Regular Expressions (Regex) Link to heading

are a collection of normal and special characters that are used to filter simple or complex patterns in files.

  1. Normal characters are alphanumeric characters which match themselves.
    • e.g. an a character would match an a.
  2. Special characters have special meanings when used within patterns by commands, such as the grep, more, and less commands.
  • Double quotes around a string are used to specify a regular expression search.

Basic Regular Expression (BRE) Link to heading

available to a wide variety of Linux commands.

CharacterMatches
.Any single character except for the new line character
[ ]A single character from the list or range of possible characters.
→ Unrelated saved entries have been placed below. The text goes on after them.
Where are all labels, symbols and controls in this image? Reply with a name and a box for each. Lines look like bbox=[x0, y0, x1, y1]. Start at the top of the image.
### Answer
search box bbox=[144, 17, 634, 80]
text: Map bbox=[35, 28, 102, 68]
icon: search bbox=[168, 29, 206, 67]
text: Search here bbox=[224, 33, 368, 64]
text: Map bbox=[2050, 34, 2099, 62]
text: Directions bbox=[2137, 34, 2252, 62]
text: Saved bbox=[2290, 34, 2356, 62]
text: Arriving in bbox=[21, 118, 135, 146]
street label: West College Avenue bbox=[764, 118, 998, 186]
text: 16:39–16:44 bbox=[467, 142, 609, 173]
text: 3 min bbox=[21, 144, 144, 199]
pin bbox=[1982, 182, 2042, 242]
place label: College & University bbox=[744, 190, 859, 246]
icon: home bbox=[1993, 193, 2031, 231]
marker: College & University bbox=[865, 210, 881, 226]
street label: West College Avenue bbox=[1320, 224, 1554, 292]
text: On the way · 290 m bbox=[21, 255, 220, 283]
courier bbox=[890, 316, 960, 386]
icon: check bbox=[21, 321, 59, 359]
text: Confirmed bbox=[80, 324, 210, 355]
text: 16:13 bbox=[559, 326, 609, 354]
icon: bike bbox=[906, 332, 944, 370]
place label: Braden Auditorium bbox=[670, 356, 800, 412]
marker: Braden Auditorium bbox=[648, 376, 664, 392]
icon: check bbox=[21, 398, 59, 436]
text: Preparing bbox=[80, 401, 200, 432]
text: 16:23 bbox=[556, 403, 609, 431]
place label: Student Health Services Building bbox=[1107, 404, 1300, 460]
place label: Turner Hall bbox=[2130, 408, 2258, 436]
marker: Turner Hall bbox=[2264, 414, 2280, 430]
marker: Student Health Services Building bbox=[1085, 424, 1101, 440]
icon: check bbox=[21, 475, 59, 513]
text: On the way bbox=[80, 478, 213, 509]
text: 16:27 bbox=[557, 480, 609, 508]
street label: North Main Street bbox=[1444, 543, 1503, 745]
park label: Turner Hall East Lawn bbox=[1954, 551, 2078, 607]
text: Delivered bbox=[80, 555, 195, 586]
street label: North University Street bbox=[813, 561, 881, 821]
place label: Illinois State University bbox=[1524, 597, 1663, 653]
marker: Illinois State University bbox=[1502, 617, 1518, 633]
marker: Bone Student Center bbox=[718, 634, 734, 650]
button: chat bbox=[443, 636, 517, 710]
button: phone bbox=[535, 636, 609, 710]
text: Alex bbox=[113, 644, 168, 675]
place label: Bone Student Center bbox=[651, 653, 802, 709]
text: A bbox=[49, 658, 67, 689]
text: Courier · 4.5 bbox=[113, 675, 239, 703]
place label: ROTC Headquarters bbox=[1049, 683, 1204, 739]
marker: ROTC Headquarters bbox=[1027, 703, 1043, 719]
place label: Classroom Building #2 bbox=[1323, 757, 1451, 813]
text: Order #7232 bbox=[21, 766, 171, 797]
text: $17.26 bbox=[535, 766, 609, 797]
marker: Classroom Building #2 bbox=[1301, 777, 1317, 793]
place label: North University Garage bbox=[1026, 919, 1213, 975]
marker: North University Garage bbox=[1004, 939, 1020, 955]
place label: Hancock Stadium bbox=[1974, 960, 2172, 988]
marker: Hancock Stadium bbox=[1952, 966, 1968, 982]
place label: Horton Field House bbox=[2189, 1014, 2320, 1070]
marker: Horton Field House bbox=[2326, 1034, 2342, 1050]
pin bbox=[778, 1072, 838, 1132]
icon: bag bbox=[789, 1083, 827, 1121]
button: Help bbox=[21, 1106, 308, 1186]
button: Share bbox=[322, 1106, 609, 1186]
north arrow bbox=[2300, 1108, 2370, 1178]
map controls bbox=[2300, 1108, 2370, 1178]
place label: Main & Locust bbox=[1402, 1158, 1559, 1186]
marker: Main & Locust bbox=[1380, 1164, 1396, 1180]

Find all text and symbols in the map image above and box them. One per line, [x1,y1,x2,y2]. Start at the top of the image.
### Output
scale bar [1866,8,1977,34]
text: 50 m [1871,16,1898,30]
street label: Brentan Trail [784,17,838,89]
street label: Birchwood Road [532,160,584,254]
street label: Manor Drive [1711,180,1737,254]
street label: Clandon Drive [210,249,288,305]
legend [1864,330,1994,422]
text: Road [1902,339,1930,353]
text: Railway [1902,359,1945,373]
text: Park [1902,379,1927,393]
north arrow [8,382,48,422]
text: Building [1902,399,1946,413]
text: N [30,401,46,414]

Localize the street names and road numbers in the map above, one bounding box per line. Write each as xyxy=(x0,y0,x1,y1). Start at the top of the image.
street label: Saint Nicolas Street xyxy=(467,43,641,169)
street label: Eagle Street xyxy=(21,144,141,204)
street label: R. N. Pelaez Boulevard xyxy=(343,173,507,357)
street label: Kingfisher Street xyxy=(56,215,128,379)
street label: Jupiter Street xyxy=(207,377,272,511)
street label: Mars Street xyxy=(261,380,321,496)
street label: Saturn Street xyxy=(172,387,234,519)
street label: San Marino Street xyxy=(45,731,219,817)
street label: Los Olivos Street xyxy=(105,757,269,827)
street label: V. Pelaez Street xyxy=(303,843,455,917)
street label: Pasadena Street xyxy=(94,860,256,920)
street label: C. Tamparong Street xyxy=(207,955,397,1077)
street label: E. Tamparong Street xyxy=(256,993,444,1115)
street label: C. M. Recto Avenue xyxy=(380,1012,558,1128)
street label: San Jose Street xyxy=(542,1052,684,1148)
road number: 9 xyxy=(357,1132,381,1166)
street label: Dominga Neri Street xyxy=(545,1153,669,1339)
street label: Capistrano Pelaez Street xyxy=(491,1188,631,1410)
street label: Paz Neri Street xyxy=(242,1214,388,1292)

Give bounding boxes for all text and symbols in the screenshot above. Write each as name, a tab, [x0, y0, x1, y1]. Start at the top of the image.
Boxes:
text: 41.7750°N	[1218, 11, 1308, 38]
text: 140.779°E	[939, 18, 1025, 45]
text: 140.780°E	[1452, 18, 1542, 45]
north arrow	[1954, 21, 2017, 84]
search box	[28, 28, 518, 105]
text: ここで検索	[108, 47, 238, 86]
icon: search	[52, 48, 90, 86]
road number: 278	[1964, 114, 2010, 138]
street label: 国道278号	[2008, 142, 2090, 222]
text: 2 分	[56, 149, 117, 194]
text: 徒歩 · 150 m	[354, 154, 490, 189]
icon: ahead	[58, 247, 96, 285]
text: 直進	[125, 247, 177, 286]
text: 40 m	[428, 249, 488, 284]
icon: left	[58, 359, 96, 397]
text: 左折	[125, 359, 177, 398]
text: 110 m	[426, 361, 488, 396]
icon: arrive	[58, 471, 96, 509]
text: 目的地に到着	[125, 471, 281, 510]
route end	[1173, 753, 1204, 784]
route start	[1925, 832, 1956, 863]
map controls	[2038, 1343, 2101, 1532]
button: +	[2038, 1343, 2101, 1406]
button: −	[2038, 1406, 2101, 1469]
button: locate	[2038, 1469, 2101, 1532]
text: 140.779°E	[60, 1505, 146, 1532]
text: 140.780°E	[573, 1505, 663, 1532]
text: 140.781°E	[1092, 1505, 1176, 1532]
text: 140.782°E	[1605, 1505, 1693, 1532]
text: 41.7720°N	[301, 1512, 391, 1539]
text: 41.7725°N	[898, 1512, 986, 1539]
If the first character is the caret ^, it means any character not in the list
*Zero or more occurrences of a character or pattern preceding it
^The pattern at the beginning of the line; otherwise, just a literal ^
$The pattern at the end of the line; otherwise, just a literal $
\The character preceding it appends to be a special Regular Expression character
  • grep "r..f" file.txt
    • The letter r followed by exactly two characters and then the letter f (e.g. roof)
  • grep "...." file.txt
    • At least four characters (e.g., roof, rooftop)
  • grep "[0-9]" file.txt
    • A numeric character
  • grep "[abcd]" file.txt or grep "[a-d]" file.txt
    • One of the four letters (a, b, c, and d)
  • grep "[^0-9]" file.txt
    • No numeric character presented
  • grep "re*d" file.txt
    • The letter e is repeated zero or more times (e.g., red, roof)
  • grep "r[oe]*d" file.txt
    • The letter o OR the letter e is repeated zero or more times (e.g., red, roof)
  • grep "^Root" file.txt
    • The line begins with the word root
  • grep "r$" alpha file.txt
    • The line ends with the letter r
  • grep "re\*" file.md
    • The word re\ (e.g. markdown document - **beware** )

Extended Regular Expression (ERE) Link to heading

available to advanced Linux commands,

  • To use extended regular expressions:
  1. The -E (or --extended-regexp) option to the grep command
  2. The egrep command
CharacterMatches
?Zero or more occurrences of a character or pattern preceding it
+One or more occurrences of a character or pattern preceding it
|Either a character or pattern preceding or following it
BracketsDescription
()Used to limit the scope of the | character
{}Used to specify a number of times a pattern preceding it should be repeated
  • egrep "colou?r" vocab.txt
    • The word colo followed by zero or more occurrences of the u character
  • egrep "colou+r" vocab.txt
    • The letter u is repeated one or more times
  • egrep "learnt|learned" file.txt or egrep "learn(t|ed)" vocab.txt
    • Ether the word learnt or the word learned
  • egrep "[0-9]{3}" /etc/passwd
    • A three-digit number

Command-Line Pipes Link to heading

| character, makes the output of one command (before |) becomes input for the next command (after |).

  • Multiple pipes can be used consecutively to link multiple commands together.

  • Each command only sees the output of the previous command.

    ls /usr/games | nl -b p"^git"

    • The nl command is a utility for numbering lines from STDIN or files.
  • The full output of the ls command is passed to the nl command by the shell instead of being printed to the screen.

  • The nl command takes this output as input data and numbers lines that matches a BRE pattern.

  • The output of nl is then printed to the screen.